In its full-year financials for the 12 months ending 31 March 2023 on Tuesday (31 October), Eskom reported a massive loss of R23.9 billion for the 2022/23 financial year, exacerbated by a huge escalation in load shedding, mounting municipal debt and skyrocketing losses due to criminal activity.

Despite the ailing SOE’s financial woes, Eskom revealed De Ruyter received R6.9 million in the 2023 financial year – slightly less than the R7.1 million he received the year before.

De Ruyter’s total remuneration included a basic salary of R6.453 million and other payments of R456,000 – working out to around R20,000 per day.

In contrast, former Eskom CFO – and now interim CEO – Calib Cassim earned R5.5 million in 2023 – which was a 9% increase from the R5.05 million he earned in 2022.

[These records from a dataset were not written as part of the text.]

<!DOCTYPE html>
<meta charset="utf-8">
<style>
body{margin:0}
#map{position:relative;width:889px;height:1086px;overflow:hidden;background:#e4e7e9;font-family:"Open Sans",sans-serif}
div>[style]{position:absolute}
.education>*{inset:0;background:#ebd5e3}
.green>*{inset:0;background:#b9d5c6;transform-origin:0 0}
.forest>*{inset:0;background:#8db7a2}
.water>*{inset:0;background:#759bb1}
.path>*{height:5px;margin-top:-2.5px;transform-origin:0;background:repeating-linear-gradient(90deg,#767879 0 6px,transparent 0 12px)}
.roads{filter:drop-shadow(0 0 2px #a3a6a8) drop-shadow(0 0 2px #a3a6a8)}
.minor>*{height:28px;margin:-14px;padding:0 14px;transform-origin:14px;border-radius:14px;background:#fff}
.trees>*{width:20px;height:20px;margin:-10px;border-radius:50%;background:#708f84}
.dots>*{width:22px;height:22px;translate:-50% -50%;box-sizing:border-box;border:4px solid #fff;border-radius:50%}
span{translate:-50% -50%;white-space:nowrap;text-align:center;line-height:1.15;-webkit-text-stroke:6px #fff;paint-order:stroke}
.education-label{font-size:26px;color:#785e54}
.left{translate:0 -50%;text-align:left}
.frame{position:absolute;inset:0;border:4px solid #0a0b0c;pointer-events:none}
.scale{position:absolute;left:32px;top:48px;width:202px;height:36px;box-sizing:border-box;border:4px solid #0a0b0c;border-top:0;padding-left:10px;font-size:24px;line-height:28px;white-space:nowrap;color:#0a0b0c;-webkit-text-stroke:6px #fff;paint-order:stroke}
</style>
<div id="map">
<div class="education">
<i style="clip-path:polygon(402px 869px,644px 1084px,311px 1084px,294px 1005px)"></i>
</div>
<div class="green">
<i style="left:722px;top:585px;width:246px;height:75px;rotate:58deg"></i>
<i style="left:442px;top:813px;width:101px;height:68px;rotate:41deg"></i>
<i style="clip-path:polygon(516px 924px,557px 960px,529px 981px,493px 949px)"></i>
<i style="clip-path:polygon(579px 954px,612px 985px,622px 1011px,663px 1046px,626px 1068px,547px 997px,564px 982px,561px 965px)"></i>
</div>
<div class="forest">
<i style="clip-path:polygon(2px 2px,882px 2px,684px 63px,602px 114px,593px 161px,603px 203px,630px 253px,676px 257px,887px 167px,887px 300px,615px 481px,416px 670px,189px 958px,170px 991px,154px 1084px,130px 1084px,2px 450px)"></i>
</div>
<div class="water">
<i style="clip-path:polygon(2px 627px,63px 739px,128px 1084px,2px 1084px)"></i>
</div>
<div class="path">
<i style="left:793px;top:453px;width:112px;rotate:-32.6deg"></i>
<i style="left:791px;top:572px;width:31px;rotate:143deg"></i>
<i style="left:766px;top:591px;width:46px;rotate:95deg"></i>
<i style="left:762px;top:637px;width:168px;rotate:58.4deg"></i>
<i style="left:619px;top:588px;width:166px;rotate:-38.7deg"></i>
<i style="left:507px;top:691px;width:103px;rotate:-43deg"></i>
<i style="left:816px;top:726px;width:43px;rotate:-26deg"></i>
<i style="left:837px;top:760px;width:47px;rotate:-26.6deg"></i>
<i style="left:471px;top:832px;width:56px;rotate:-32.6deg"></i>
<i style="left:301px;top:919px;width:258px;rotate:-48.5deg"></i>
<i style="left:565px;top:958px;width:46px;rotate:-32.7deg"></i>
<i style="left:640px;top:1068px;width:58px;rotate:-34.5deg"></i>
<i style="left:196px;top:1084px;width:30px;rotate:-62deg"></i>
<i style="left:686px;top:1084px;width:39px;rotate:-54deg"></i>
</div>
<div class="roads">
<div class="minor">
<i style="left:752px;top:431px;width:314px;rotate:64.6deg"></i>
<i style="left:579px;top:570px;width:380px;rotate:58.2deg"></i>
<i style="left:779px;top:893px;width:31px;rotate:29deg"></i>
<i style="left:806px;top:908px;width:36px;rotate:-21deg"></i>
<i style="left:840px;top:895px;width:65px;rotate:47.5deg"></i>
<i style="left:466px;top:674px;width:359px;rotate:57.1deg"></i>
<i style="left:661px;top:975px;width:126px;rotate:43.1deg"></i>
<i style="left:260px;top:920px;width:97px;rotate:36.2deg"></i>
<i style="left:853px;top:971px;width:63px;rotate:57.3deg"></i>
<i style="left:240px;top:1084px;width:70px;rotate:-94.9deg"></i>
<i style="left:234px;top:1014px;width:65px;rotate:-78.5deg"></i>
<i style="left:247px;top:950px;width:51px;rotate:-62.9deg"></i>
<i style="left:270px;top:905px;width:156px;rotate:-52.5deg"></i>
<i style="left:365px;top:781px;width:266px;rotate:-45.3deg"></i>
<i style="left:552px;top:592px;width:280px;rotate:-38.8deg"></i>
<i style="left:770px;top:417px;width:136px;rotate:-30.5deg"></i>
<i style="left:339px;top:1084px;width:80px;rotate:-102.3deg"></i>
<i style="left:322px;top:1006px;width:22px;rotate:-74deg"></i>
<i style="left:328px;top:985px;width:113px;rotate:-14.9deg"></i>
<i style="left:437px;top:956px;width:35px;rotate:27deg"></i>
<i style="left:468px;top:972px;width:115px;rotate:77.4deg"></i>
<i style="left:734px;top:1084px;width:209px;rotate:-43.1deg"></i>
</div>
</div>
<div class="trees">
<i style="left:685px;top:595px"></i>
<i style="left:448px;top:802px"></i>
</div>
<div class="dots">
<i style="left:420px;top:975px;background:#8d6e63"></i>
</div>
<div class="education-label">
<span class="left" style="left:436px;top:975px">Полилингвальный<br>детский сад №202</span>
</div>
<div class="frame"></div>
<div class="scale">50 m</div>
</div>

De Ruyter has been in the headlines for a significant part of 2023 after a broad-sweeping interview with journalist Annika Larsen in February, where he admitted to failing to prevent load shedding in South Africa and touched on what he sees as entrenched corruption within government and governance around Eskom.

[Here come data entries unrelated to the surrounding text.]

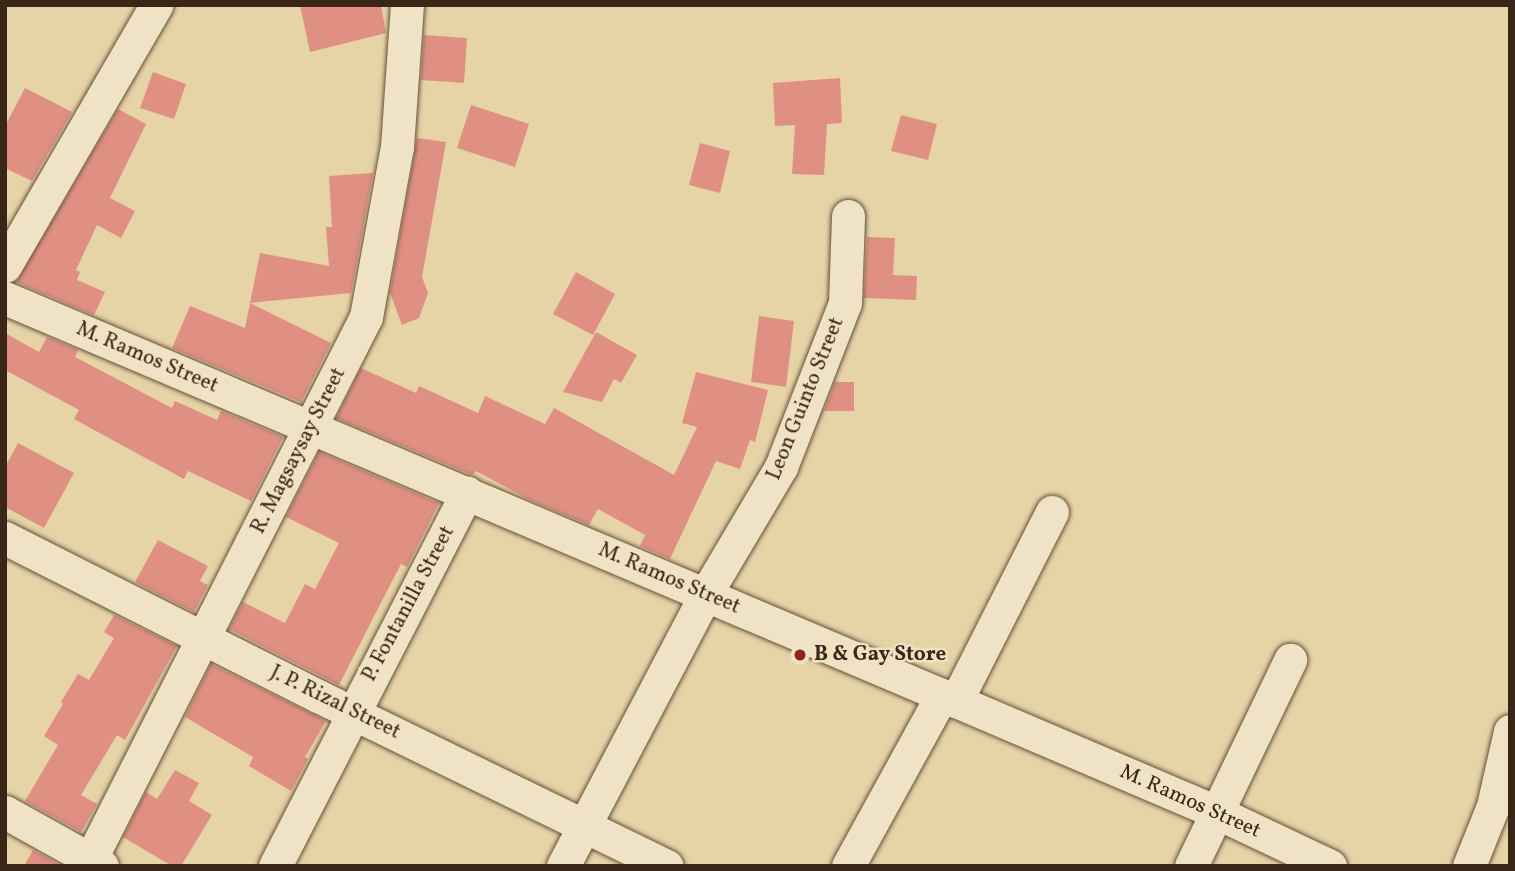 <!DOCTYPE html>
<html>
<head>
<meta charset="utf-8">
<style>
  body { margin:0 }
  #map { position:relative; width:1515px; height:871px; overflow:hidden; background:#e6d3a6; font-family:Vollkorn,serif }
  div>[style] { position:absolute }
  .building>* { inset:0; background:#e09083 }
  .roads { filter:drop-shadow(0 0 2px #65513a) drop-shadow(0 0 2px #65513a) }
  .street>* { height:33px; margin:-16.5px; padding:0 16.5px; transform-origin:16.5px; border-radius:16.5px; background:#efe2c5 }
  .dots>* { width:19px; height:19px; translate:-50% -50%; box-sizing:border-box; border:4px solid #efe2c5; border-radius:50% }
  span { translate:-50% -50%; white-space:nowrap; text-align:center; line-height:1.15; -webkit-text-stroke:5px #efe2c5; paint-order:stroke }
  .street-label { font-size:21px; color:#3a2616 }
  .poi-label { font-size:21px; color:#3a2616; font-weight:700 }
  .left { translate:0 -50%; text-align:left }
  .frame { position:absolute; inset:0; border:7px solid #3a2616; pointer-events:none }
</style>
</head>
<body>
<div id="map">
  <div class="building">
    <div style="clip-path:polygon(300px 5px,381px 5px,386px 33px,310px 52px)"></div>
    <div style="clip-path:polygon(424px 35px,467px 38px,464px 83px,421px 80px)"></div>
    <div style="clip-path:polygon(153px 72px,186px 84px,174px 119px,140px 108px)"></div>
    <div style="clip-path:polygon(840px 78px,842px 123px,827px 124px,824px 175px,792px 174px,795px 125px,775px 126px,773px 83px)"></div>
    <div style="clip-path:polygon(25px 88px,72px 112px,32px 181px,5px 168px,5px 126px)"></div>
    <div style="clip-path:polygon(471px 105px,529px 124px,515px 167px,457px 148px)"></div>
    <div style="clip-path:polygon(118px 109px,146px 124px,110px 198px,135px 211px,121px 238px,97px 225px,76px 270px,80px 272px,77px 280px,105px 292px,94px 315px,16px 282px)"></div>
    <div style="clip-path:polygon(901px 115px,937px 124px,928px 160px,891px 151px)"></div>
    <div style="clip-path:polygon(417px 138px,446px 142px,422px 277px,428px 293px,419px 318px,402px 325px,390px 293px)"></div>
    <div style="clip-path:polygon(700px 143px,730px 151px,720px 193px,689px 185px)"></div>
    <div style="clip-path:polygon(373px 173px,351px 293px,250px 303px,260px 253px,329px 266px,326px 227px,332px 227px,329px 176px)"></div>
    <div style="clip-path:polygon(867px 237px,895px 238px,893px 275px,917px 276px,916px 300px,864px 298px)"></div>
    <div style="clip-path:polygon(576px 272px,615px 294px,593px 335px,553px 314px)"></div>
    <div style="clip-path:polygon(250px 303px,331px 343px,301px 402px,172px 348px,190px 306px,245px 328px)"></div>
    <div style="clip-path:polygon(759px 316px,794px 321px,786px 387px,751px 382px)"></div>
    <div style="clip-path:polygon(596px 332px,637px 355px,621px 383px,614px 379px,602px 402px,563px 392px)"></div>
    <div style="clip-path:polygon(5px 333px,39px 352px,47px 337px,78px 350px,75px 357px,172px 408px,175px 401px,217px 420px,221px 411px,283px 437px,251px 501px,188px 471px,184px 479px,74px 419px,79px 410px,5px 370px)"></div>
    <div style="clip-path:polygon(361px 368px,416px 393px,419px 386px,478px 413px,485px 396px,545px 424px,554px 408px,674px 475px,697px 427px,682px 423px,696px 372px,768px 390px,755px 442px,750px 440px,740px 469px,716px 461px,670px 559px,640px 546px,645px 535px,598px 509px,589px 525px,530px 500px,476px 471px,472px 475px,336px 418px)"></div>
    <div style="clip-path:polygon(835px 382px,854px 382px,854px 411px,824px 411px)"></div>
    <div style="clip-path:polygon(18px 443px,74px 473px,44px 528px,5px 507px,5px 467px)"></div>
    <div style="clip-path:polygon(319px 452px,439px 503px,407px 567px,401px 564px,387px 591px,339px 685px,229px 629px,243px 602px,285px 623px,305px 584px,315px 589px,339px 543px,286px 517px)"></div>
    <div style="clip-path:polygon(158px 540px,208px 566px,200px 581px,208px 585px,194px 612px,135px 582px)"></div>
    <div style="clip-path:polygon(114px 615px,177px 646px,125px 740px,117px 735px,81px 795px,97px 804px,81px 832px,25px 801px,58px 745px,44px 736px,63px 704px,61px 702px,78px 674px,89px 680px,114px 638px,104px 632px)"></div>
    <div style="clip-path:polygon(211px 664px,326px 721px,305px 757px,308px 759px,291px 791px,249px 766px,253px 757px,185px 717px)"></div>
    <div style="clip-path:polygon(175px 770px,199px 783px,189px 801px,212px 815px,181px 866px,172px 866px,123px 837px,146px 792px,157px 799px)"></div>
    <div style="clip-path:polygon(33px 850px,62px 866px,24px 866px)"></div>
  </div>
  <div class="roads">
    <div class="street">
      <div style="left:5px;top:266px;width:302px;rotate:-59.9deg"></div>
      <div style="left:5px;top:298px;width:1033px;rotate:22.97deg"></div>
      <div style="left:956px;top:701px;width:285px;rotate:23.1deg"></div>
      <div style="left:1218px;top:813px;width:124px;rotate:25.3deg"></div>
      <div style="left:5px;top:538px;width:351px;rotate:26.8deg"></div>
      <div style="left:318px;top:696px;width:388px;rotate:26deg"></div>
      <div style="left:956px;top:701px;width:212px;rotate:-63.1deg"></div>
      <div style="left:5px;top:812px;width:111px;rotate:29.1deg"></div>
      <div style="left:87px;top:866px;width:616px;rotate:-63.06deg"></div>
      <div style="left:366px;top:317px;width:173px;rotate:-79.7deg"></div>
      <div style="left:397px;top:147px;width:142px;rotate:-86deg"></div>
      <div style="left:275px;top:866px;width:420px;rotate:-62.8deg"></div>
      <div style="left:563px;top:866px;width:306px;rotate:-62.3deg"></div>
      <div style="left:705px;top:595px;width:149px;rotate:-59.3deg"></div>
      <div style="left:781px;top:467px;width:176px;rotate:-68.7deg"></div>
      <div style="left:845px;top:303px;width:87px;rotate:-88deg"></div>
      <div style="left:848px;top:866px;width:195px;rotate:-61.2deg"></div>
      <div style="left:1191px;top:866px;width:229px;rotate:-64.3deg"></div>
      <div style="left:1469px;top:866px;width:65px;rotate:-68.2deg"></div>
      <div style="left:1493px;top:806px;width:77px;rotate:-77.2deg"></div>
    </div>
  </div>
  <div class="dots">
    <div style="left:800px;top:655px;background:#8f2418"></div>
  </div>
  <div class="street-label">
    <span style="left:147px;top:358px;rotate:23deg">M. Ramos Street</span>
    <span style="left:806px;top:399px;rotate:-68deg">Leon Guinto Street</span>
    <span style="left:299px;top:451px;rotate:-63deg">R. Magsaysay Street</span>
    <span style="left:669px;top:579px;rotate:23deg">M. Ramos Street</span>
    <span style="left:409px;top:604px;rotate:-62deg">P. Fontanilla Street</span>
    <span style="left:335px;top:703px;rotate:26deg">J. P. Rizal Street</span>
    <span style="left:1190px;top:802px;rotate:24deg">M. Ramos Street</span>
  </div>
  <div class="poi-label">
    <span class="left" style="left:814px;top:655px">B &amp; Gay Store</span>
  </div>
  <div class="frame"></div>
</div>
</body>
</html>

He lifted the lid on organised criminal cartels linked to politicians stealing around R1 billion per month from the power utility, adding that the government was more interested in short-term political gains than long-term sustainability for the country.

The ANC denied allegations of political meddling and corruption at Eskom and said de Ruyter needed to face consequences for his false allegations.

In its latest results, Eskom noted mounting losses related to irregular and wasteful expenditure as well as losses attributed to criminal activity.

With irregular expenditure, the group’s closing balance was R91.15 billion for the year, having incurred further irregular spending of R5 billion during the year. This comprised R2.6 billion of new incidents and R2.4 billion of historic incidents.

In terms of wasteful expenditure, Eskom said it only incurred R105 million of new expenditure categorised as fruitless or wasteful, R2 million of which was recovered. The group also ended the year with a massive R6 billion of “material losses” attributed to criminal activity.

This includes R344 million related to theft and damage to equipment, R81 million attributed to fraud and corruption and a whopping R5.6 billion linked to “non-technical losses”.

Following de Ruyter’s resignation, Eskom appointed Calib Cassim as acting group chief executive and is still waiting to appoint a new chief executive. Eskom chairman Mteto Nyati said the board has forwarded three Eskom CEO candidates to public enterprises minister Pravin Gordhan.

They are now waiting for Gordhan and the government to complete the necessary process to appoint a new Eskom chief executive.